Exercise details
Check every line below for the string "canal". Copy the ones that have it.

Material provided
· · ·

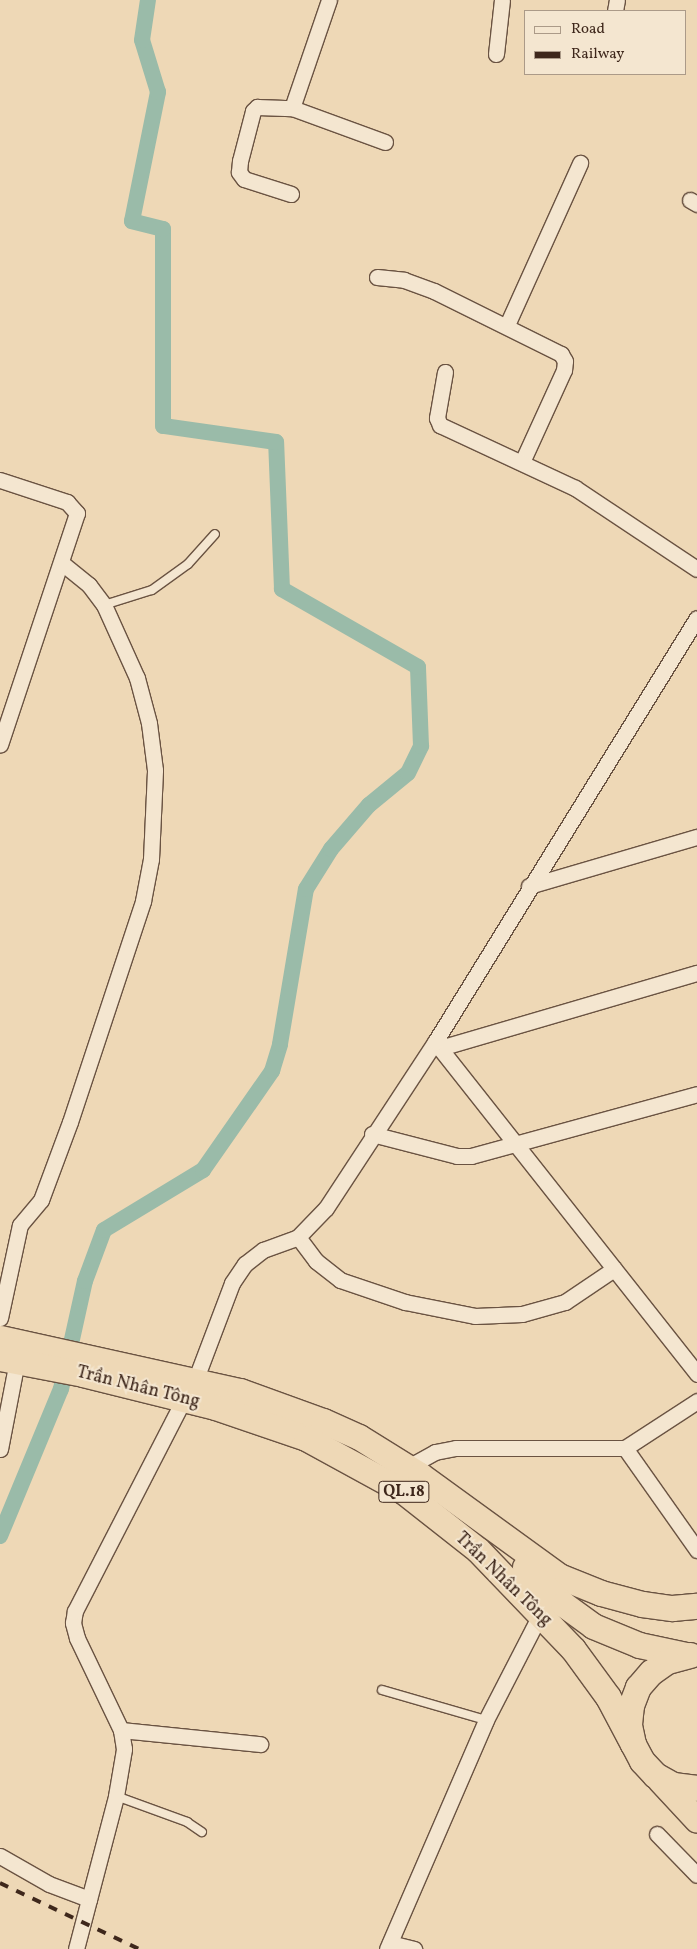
<!DOCTYPE html>
<meta charset="utf-8">
<style>
body{margin:0}
#map{position:relative;width:697px;height:1949px;overflow:hidden;background:#eed8b6;font-family:Vollkorn,serif}
div>[style]{position:absolute}
[style*='--x']{left:calc(var(--x)*1px);top:calc(var(--y)*1px);width:calc(var(--w)*1px);rotate:calc(var(--a)*1deg)}
.canal>*{height:16px;margin:-8px;padding:0 8px;transform-origin:8px;border-radius:8px;background:#9abba9}
.roads{filter:drop-shadow(1px 0 #6a5342) drop-shadow(-1px 0 #6a5342) drop-shadow(0 1px #6a5342) drop-shadow(0 -1px #6a5342)}
.service>*{height:8px;margin:-4px;padding:0 4px;transform-origin:4px;border-radius:4px;background:#f4e6d0}
.minor>*{height:15px;margin:-7.5px;padding:0 7.5px;transform-origin:7.5px;border-radius:7.5px;background:#f4e6d0}
.trunk>*{height:25px;margin:-12.5px;padding:0 12.5px;transform-origin:12.5px;border-radius:12.5px;background:#eed8b6}
.rail>*{height:4px;margin-top:-2px;transform-origin:0;background:repeating-linear-gradient(90deg,#3e271b 0 9px,transparent 0 18px)}
span{translate:-50% -50%;white-space:nowrap;text-align:center;line-height:1.15;-webkit-text-stroke:4px #f4e6d0;paint-order:stroke}
.shield-label span{padding:1px 4px;background:#f4e6d0;border:1px solid;border-radius:4px;-webkit-text-stroke-width:0}
.shield-label{font-size:16px;color:#3e271b;font-weight:700}
.street-label{font-size:18px;color:#3e271b}
.legend{position:absolute;left:524px;top:10px;width:162px;height:65px;box-sizing:border-box;background:#f4e6d0;border:1px solid #ab9a88;margin:0;padding:6px 9px;list-style:none;font-size:15px;color:#3e271b}
.legend li{display:flex;align-items:center;gap:10px;height:25px}
.legend b{width:25px;border:1px solid #ab9a88}
</style>
<div id="map">
<div class="canal">
<div style="--x:0;--y:1536;--w:159;--a:-67.5"></div>
<div style="--x:61;--y:1389;--w:111;--a:-77.5"></div>
<div style="--x:85;--y:1281;--w:54;--a:-69.6"></div>
<div style="--x:104;--y:1230;--w:116;--a:-31.2"></div>
<div style="--x:203;--y:1170;--w:121;--a:-55.1"></div>
<div style="--x:272;--y:1071;--w:28;--a:-73"></div>
<div style="--x:280;--y:1044;--w:157;--a:-80.5"></div>
<div style="--x:306;--y:889;--w:47;--a:-58"></div>
<div style="--x:331;--y:849;--w:58;--a:-49.2"></div>
<div style="--x:369;--y:805;--w:50;--a:-39.4"></div>
<div style="--x:408;--y:773;--w:30;--a:-64"></div>
<div style="--x:421;--y:746;--w:79;--a:-92.2"></div>
<div style="--x:418;--y:667;--w:157;--a:-150.2"></div>
<div style="--x:282;--y:589;--w:147;--a:-92.3"></div>
<div style="--x:276;--y:442;--w:114;--a:-171.9"></div>
<div style="--x:163;--y:426;--w:197;--a:-90"></div>
<div style="--x:163;--y:229;--w:32;--a:-166"></div>
<div style="--x:132;--y:221;--w:132;--a:-78.6"></div>
<div style="--x:158;--y:92;--w:54;--a:-107.1"></div>
<div style="--x:142;--y:40;--w:40;--a:-81.5"></div>
</div>
<div class="roads">
<div class="service">
<div style="--x:104;--y:605;--w:50;--a:-17.4"></div>
<div style="--x:152;--y:590;--w:44;--a:-35.8"></div>
<div style="--x:188;--y:564;--w:40;--a:-48"></div>
<div style="--x:382;--y:1690;--w:108;--a:16.1"></div>
<div style="--x:116;--y:1796;--w:76;--a:20.1"></div>
<div style="--x:187;--y:1822;--w:18;--a:34"></div>
</div>
<div class="minor">
<div style="--x:615;--y:11;--w:11;--a:-80"></div>
<div style="--x:496;--y:54;--w:54;--a:-83.7"></div>
<div style="--x:292;--y:108;--w:99;--a:20.1"></div>
<div style="--x:291;--y:194;--w:49;--a:-162.3"></div>
<div style="--x:244;--y:179;--w:9;--a:-126"></div>
<div style="--x:239;--y:172;--w:11;--a:-85"></div>
<div style="--x:240;--y:161;--w:52;--a:-75.4"></div>
<div style="--x:253;--y:111;--w:6;--a:-45"></div>
<div style="--x:257;--y:107;--w:35;--a:2"></div>
<div style="--x:292;--y:108;--w:114;--a:-71.1"></div>
<div style="--x:690;--y:200;--w:8;--a:30"></div>
<div style="--x:377;--y:277;--w:27;--a:6"></div>
<div style="--x:404;--y:280;--w:32;--a:20"></div>
<div style="--x:434;--y:291;--w:142;--a:26.4"></div>
<div style="--x:561;--y:354;--w:8;--a:60"></div>
<div style="--x:565;--y:361;--w:9;--a:96"></div>
<div style="--x:564;--y:370;--w:101;--a:114.5"></div>
<div style="--x:507;--y:325;--w:178;--a:-65.7"></div>
<div style="--x:445;--y:372;--w:47;--a:99.9"></div>
<div style="--x:437;--y:418;--w:8;--a:67"></div>
<div style="--x:440;--y:425;--w:149;--a:25"></div>
<div style="--x:575;--y:488;--w:146;--a:33.6"></div>
<div style="--x:0;--y:480;--w:71;--a:18.2"></div>
<div style="--x:67;--y:502;--w:15;--a:48"></div>
<div style="--x:77;--y:513;--w:244;--a:108.4"></div>
<div style="--x:529;--y:886;--w:175;--a:-16.3"></div>
<div style="--x:435;--y:1042;--w:423;--a:51.7"></div>
<div style="--x:440;--y:1048;--w:268;--a:-16.3"></div>
<div style="--x:372;--y:1134;--w:88;--a:14.5"></div>
<div style="--x:457;--y:1156;--w:14;--a:0"></div>
<div style="--x:471;--y:1156;--w:234;--a:-15.3"></div>
<div style="--x:298;--y:1237;--w:30;--a:53"></div>
<div style="--x:316;--y:1261;--w:31;--a:38"></div>
<div style="--x:340;--y:1280;--w:69;--a:18.7"></div>
<div style="--x:405;--y:1302;--w:71;--a:11.3"></div>
<div style="--x:475;--y:1316;--w:47;--a:-2.4"></div>
<div style="--x:522;--y:1314;--w:45;--a:-15.6"></div>
<div style="--x:565;--y:1302;--w:59;--a:-34"></div>
<div style="--x:0;--y:1318;--w:95;--a:-77.9"></div>
<div style="--x:20;--y:1225;--w:33;--a:-50"></div>
<div style="--x:41;--y:1200;--w:83;--a:-69.6"></div>
<div style="--x:70;--y:1122;--w:233;--a:-71.7"></div>
<div style="--x:143;--y:901;--w:43;--a:-79.2"></div>
<div style="--x:151;--y:859;--w:89;--a:-87.4"></div>
<div style="--x:155;--y:770;--w:47;--a:-97.3"></div>
<div style="--x:149;--y:723;--w:47;--a:-104.9"></div>
<div style="--x:137;--y:678;--w:80;--a:-114.3"></div>
<div style="--x:104;--y:605;--w:25;--a:-127"></div>
<div style="--x:89;--y:585;--w:35;--a:-141"></div>
<div style="--x:195;--y:1381;--w:105;--a:-69.3"></div>
<div style="--x:232;--y:1283;--w:23;--a:-56"></div>
<div style="--x:245;--y:1264;--w:23;--a:-38"></div>
<div style="--x:263;--y:1250;--w:37;--a:-20"></div>
<div style="--x:298;--y:1237;--w:40;--a:-46"></div>
<div style="--x:326;--y:1208;--w:199;--a:-56.7"></div>
<div style="--x:435;--y:1042;--w:498;--a:-58.3"></div>
<div style="--x:625;--y:1448;--w:125;--a:54.8"></div>
<div style="--x:0;--y:1449;--w:90;--a:-79.1"></div>
<div style="--x:408;--y:1467;--w:31;--a:-29"></div>
<div style="--x:435;--y:1452;--w:21;--a:-11"></div>
<div style="--x:456;--y:1448;--w:169;--a:0"></div>
<div style="--x:625;--y:1448;--w:86;--a:-33.1"></div>
<div style="--x:121;--y:1730;--w:140;--a:5.8"></div>
<div style="--x:657;--y:1834;--w:57;--a:45.7"></div>
<div style="--x:0;--y:1856;--w:56;--a:29.7"></div>
<div style="--x:49;--y:1884;--w:43;--a:20.6"></div>
<div style="--x:390;--y:1943;--w:25;--a:14"></div>
<div style="--x:76;--y:1949;--w:158;--a:-75.3"></div>
<div style="--x:116;--y:1796;--w:48;--a:-80.3"></div>
<div style="--x:124;--y:1749;--w:19;--a:-99"></div>
<div style="--x:121;--y:1730;--w:102;--a:-115.6"></div>
<div style="--x:77;--y:1638;--w:16;--a:-105"></div>
<div style="--x:73;--y:1623;--w:12;--a:-81"></div>
<div style="--x:75;--y:1611;--w:238;--a:-62.8"></div>
<div style="--x:387;--y:1949;--w:249;--a:-66.6"></div>
<div style="--x:486;--y:1720;--w:118;--a:-62.8"></div>
</div>
<div class="trunk">
<div style="--x:0;--y:1338;--w:246;--a:12.5"></div>
<div style="--x:240;--y:1391;--w:88;--a:19.9"></div>
<div style="--x:323;--y:1421;--w:39;--a:24"></div>
<div style="--x:359;--y:1437;--w:72;--a:31.9"></div>
<div style="--x:420;--y:1475;--w:172;--a:36"></div>
<div style="--x:559;--y:1576;--w:45;--a:22"></div>
<div style="--x:601;--y:1593;--w:42;--a:15"></div>
<div style="--x:642;--y:1604;--w:30;--a:8"></div>
<div style="--x:672;--y:1608;--w:25;--a:-5"></div>
<div style="--x:0;--y:1358;--w:85;--a:10.9"></div>
<div style="--x:83;--y:1374;--w:136;--a:14"></div>
<div style="--x:215;--y:1407;--w:96;--a:18.8"></div>
<div style="--x:306;--y:1438;--w:111;--a:28.7"></div>
<div style="--x:403;--y:1491;--w:95;--a:38.2"></div>
<div style="--x:478;--y:1550;--w:137;--a:46.2"></div>
<div style="--x:573;--y:1649;--w:59;--a:53.9"></div>
<div style="--x:608;--y:1697;--w:53;--a:62"></div>
<div style="--x:525;--y:1567;--w:53;--a:44.2"></div>
<div style="--x:563;--y:1604;--w:37;--a:36"></div>
<div style="--x:593;--y:1626;--w:50;--a:22.4"></div>
<div style="--x:639;--y:1645;--w:48;--a:12"></div>
<div style="--x:690;--y:1655;--w:24;--a:165"></div>
<div style="--x:667;--y:1661;--w:19;--a:145"></div>
<div style="--x:651;--y:1672;--w:20;--a:131"></div>
<div style="--x:638;--y:1687;--w:19;--a:111"></div>
<div style="--x:631;--y:1705;--w:20;--a:96"></div>
<div style="--x:629;--y:1725;--w:19;--a:78"></div>
<div style="--x:633;--y:1744;--w:19;--a:62"></div>
<div style="--x:642;--y:1761;--w:19;--a:47"></div>
<div style="--x:655;--y:1775;--w:21;--a:29"></div>
<div style="--x:673;--y:1785;--w:24;--a:7"></div>
<div style="--x:660;--y:1780;--w:54;--a:47.2"></div>
</div>
</div>
<div class="rail">
<div style="--x:0;--y:1883;--w:154;--a:25.4"></div>
</div>
<div class="shield-label">
<span style="left:404px;top:1492px">QL.18</span>
</div>
<div class="street-label">
<span style="left:138px;top:1388px;rotate:14deg">Trần Nhân Tông</span>
<span style="left:503px;top:1580px;rotate:44deg">Trần Nhân Tông</span>
</div>
<ul class="legend">
<li><b style="height:6px;background:#f4e6d0"></b>Road</li>
<li><b style="height:6px;background:#3e271b"></b>Railway</li>
</ul>
</div>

· · ·

The completed task
.canal>*{height:16px;margin:-8px;padding:0 8px;transform-origin:8px;border-radius:8px;background:#9abba9}
<div class="canal">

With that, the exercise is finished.